Let’s pause for a minute to explain what this task actually is and why it is important. Currently, our Canvas LMS instance is like a completely blank, well, CANVAS (for lack of a better term). When a user logs in, they see the normal side navigation menu that one would expect, but it only holds fifteen users and fourteen courses. There is NOTHING in there—it is an empty container. So, before we begin to fill it up with courses and tools and content and students and instructors and all of the things that make an LMS a place where learning happens, we wanted to take a hard look at the structure of that container to see if we could find a way to divide it up. These smaller buckets would allow us to group courses by subject area so that we could deploy tools and user permissions more strategically, based upon the needs of our college’s varied academic units. Because (as we all know) FSCJ is an institution that serves an incredibly varied community of learners that often have drastically different needs and wants in our shared eLearning space.

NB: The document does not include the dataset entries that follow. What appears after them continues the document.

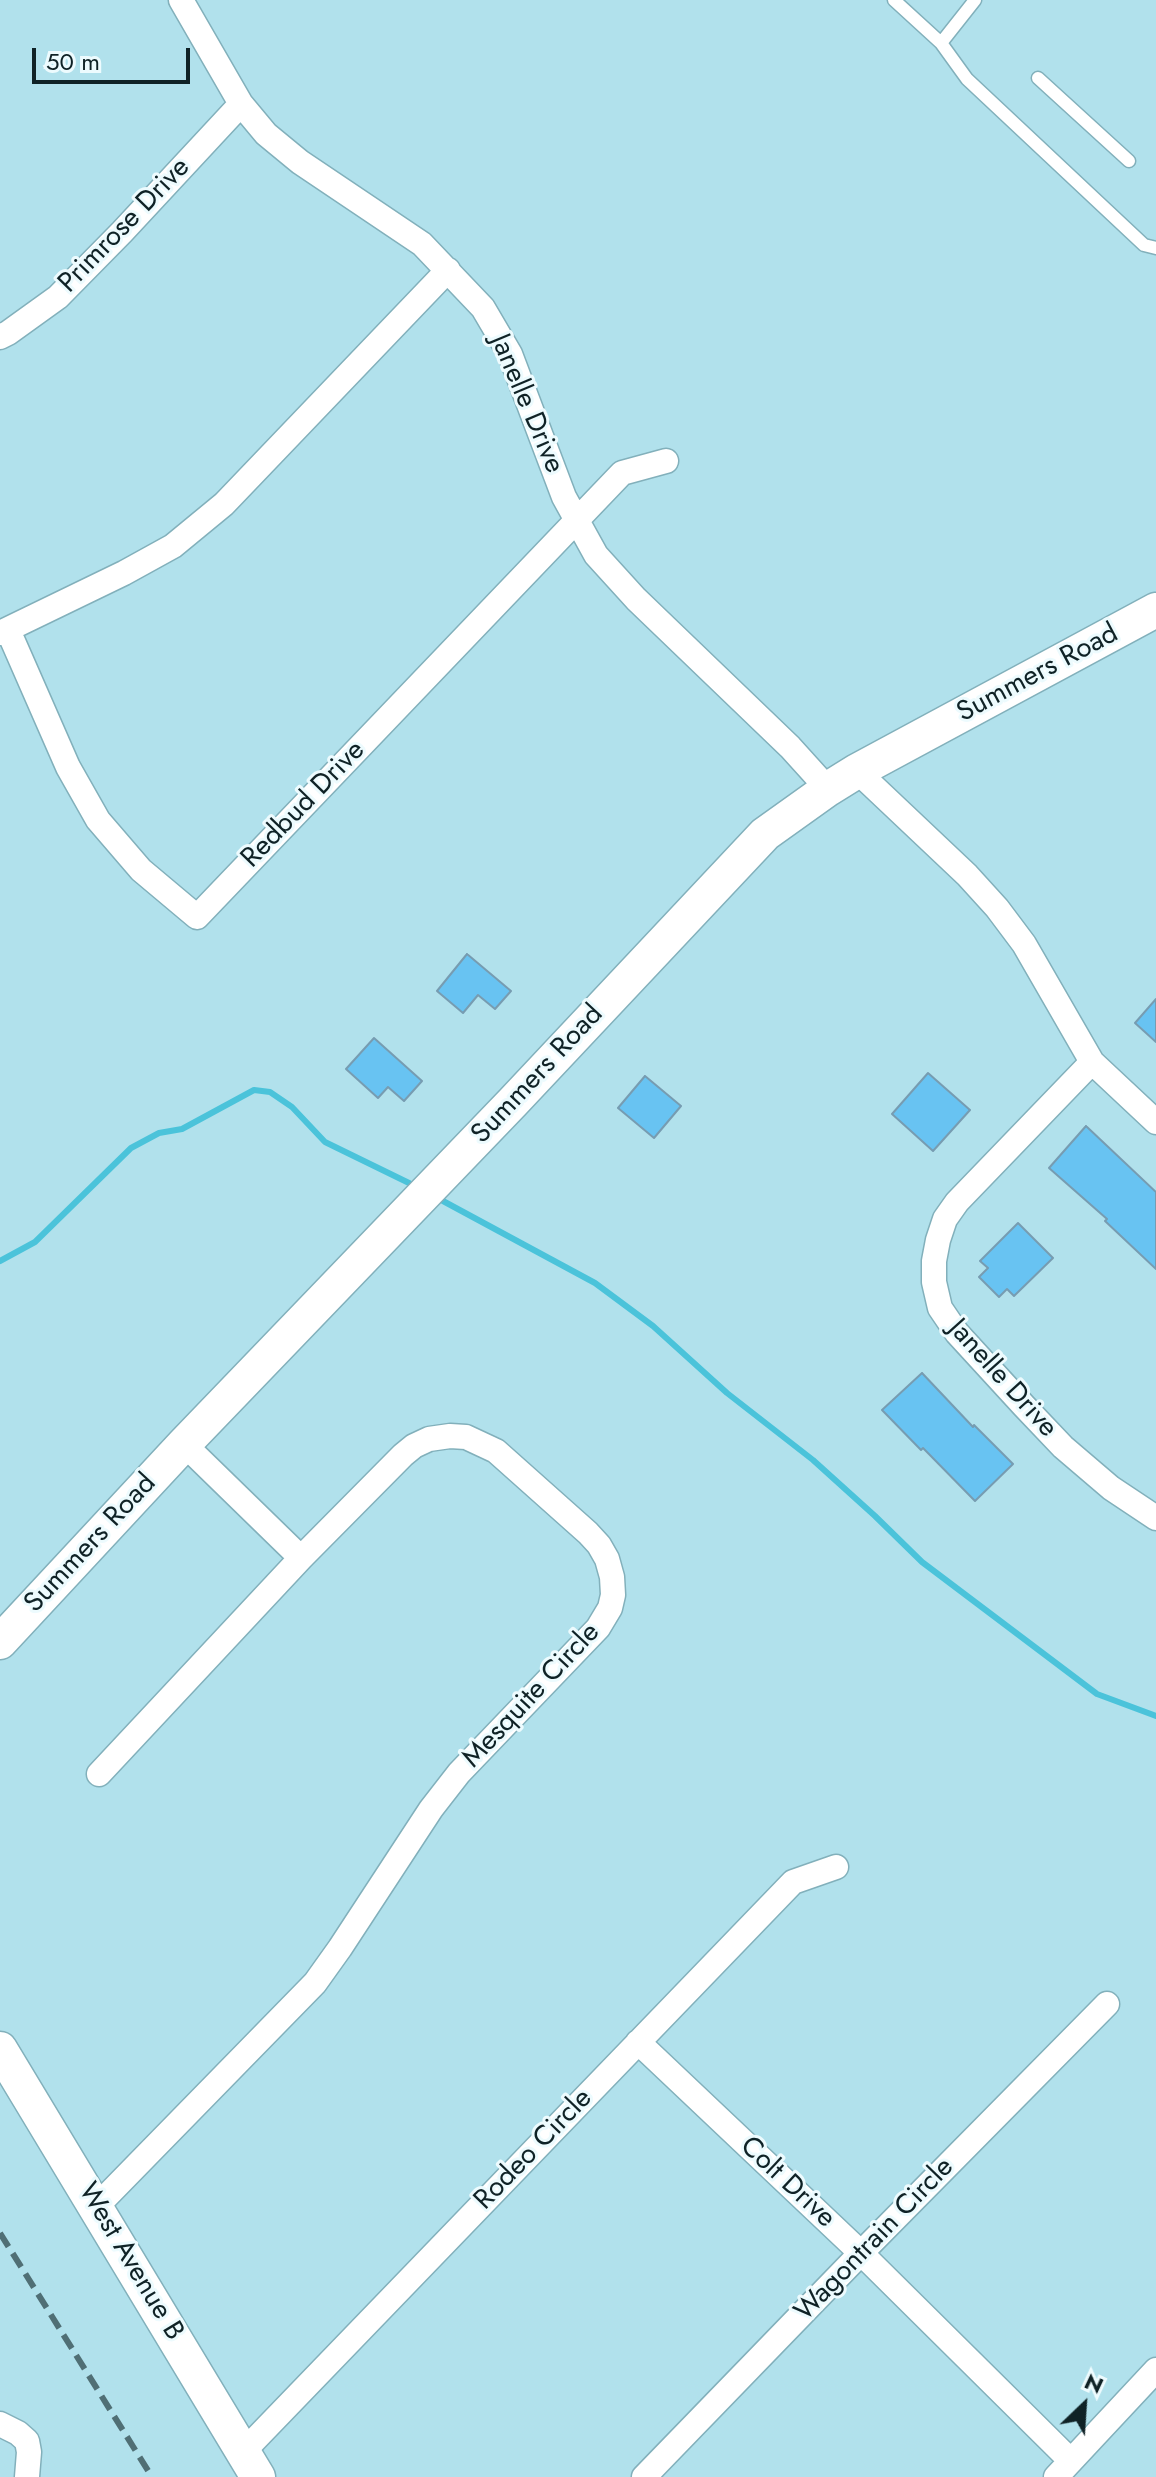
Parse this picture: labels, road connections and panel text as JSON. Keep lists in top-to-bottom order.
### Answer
{
  "streets": {
    "street": [
      "Primrose Drive",
      "Janelle Drive",
      "Summers Road",
      "Redbud Drive",
      "Mesquite Circle",
      "Rodeo Circle",
      "Colt Drive",
      "Wagontrain Circle",
      "West Avenue B"
    ]
  },
  "crossings": [
    ["Primrose Drive", "Janelle Drive"],
    ["Janelle Drive", "Summers Road"],
    ["Janelle Drive", "Redbud Drive"],
    ["Mesquite Circle", "West Avenue B"],
    ["Rodeo Circle", "Colt Drive"],
    ["Rodeo Circle", "West Avenue B"],
    ["Colt Drive", "Wagontrain Circle"]
  ],
  "scale_bar": "50 m",
  "north": "top right"
}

We landed upon the concept of the sub-account to help us create these smaller containers within the larger Canvas account. A sub-account is an organizational unit within Canvas that can be customized so that it may provide a slightly different experience for the students and instructors who are accessing the courses within it. LTI tools and resources can be made available to specific sub-accounts where they are used and users can have different permissions granted to them based upon their needs.
In order to understand how this works for the user, it is helpful to think about the way that the physical structure of a traditional school is organized. Students all enter through the same front door and walk in the same common areas, but in a mathematics classroom, they may have access to tools like graphing calculators while in a science lab they may need to use beakers and graduated cylinders. Students can move from class to class easily, but the tools that they encounter and the responsibilities that they have change based upon the learning space that they are currently occupying. The access point is the same, but the experience within the class is different.

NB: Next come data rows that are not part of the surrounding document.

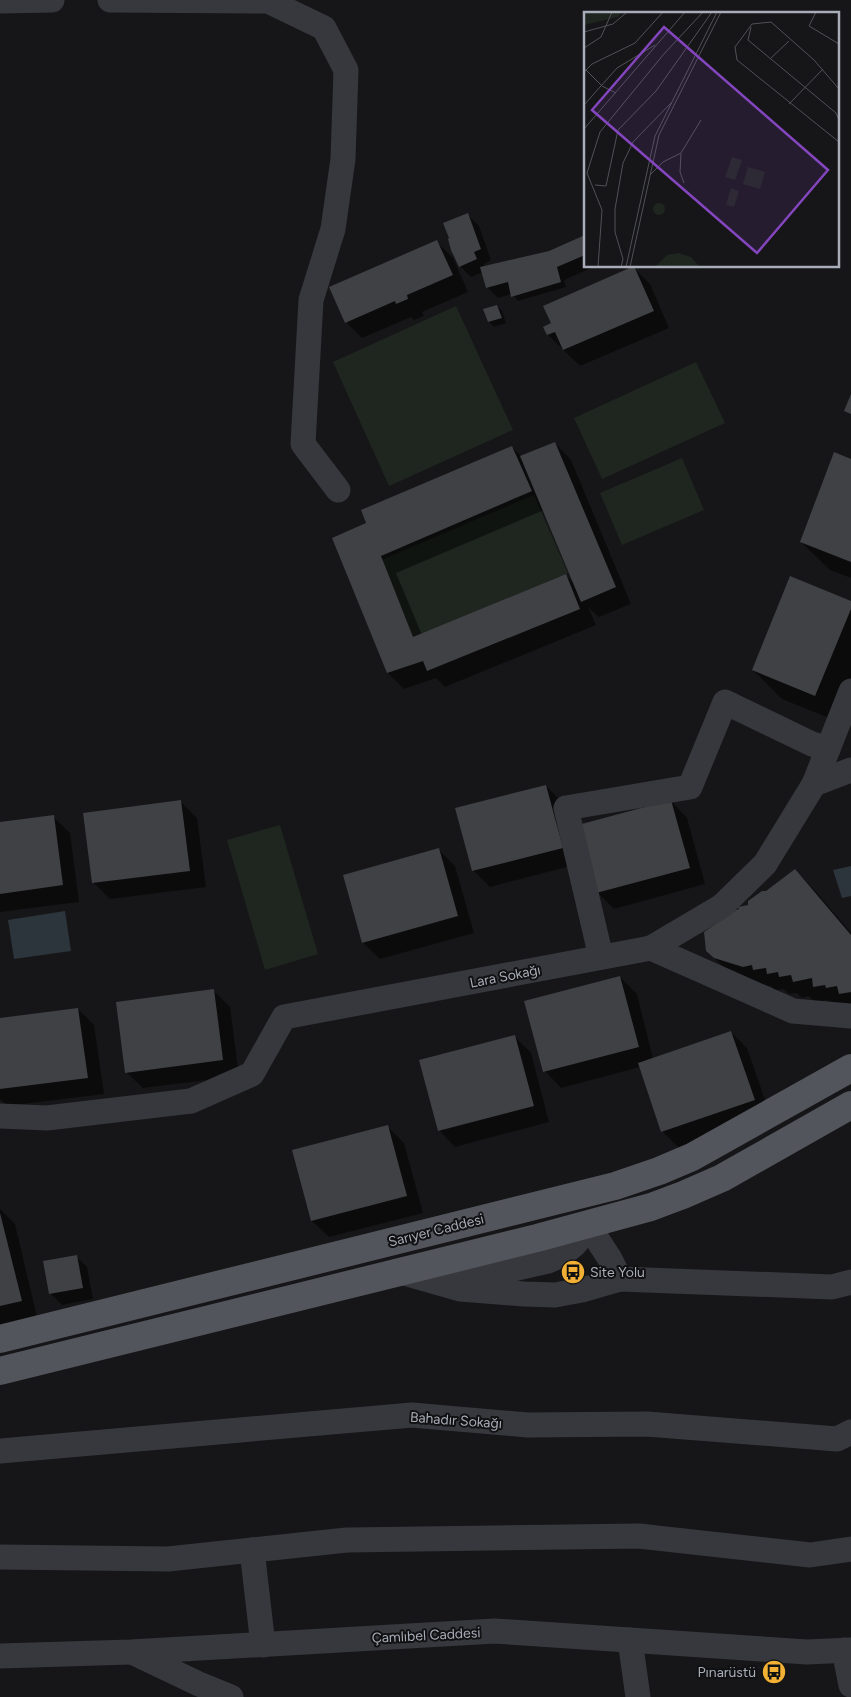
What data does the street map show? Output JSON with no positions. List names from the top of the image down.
{
  "streets": {
    "main road": ["Sarıyer Caddesi"],
    "street": ["Lara Sokağı", "Bahadır Sokağı", "Çamlıbel Caddesi"]
  },
  "places": {
    "bus stop": ["Site Yolu", "Pınarüstü"]
  }
}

The Transition Team was tasked with figuring out if such a structure would be desirable for the FSCJ community, and then to figure out how to set this structure up in a way that was logical, sustainable, and able to be automated. During the meeting Robyn Reese, our LMS Administrator, walked the team through a presentation that explained how to meet these three goals. In order to do this, the team had to figure out how to use the existing academic structure within myFSCJ (the SIS or Student Information System) to create groups that would also fit with the current structure of our schools and departments.

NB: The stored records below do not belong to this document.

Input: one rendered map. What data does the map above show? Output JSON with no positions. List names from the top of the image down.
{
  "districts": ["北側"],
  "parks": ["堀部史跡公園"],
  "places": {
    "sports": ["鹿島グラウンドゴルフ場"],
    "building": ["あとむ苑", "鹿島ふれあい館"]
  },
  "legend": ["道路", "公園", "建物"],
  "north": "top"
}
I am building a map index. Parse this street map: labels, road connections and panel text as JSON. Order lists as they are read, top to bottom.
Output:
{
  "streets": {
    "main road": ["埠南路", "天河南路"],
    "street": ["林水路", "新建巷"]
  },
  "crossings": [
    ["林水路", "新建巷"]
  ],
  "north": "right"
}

As we progressed through the meeting, the Transition Team provided a great deal of valuable information about the level of structural complexity that they thought would be valuable for the areas that they were representing. As might be expected, it was found that certain areas of the college would require more dedicated sub-accounts for purposes of management and tool deployment. For example, in the Credit area, because of the variety of courses that are offered, we plan to pursue an sub-account organization based upon academic department. For areas like Professional Development, CWE, Not-for-Credit, and Clock, a simpler sub-account that encompasses several subject areas was thought to be best because it will allow for more management flexibility. Moving forward, the Educational Technology department will be meeting with the staff that oversees these areas to obtain more details regarding the specific structure and composition of the sub-account, as well as what support staff are used in this area and what LTI tools are utilized by their instructors.
The Transition Team’s next meeting will focus on training and will be held mid-October.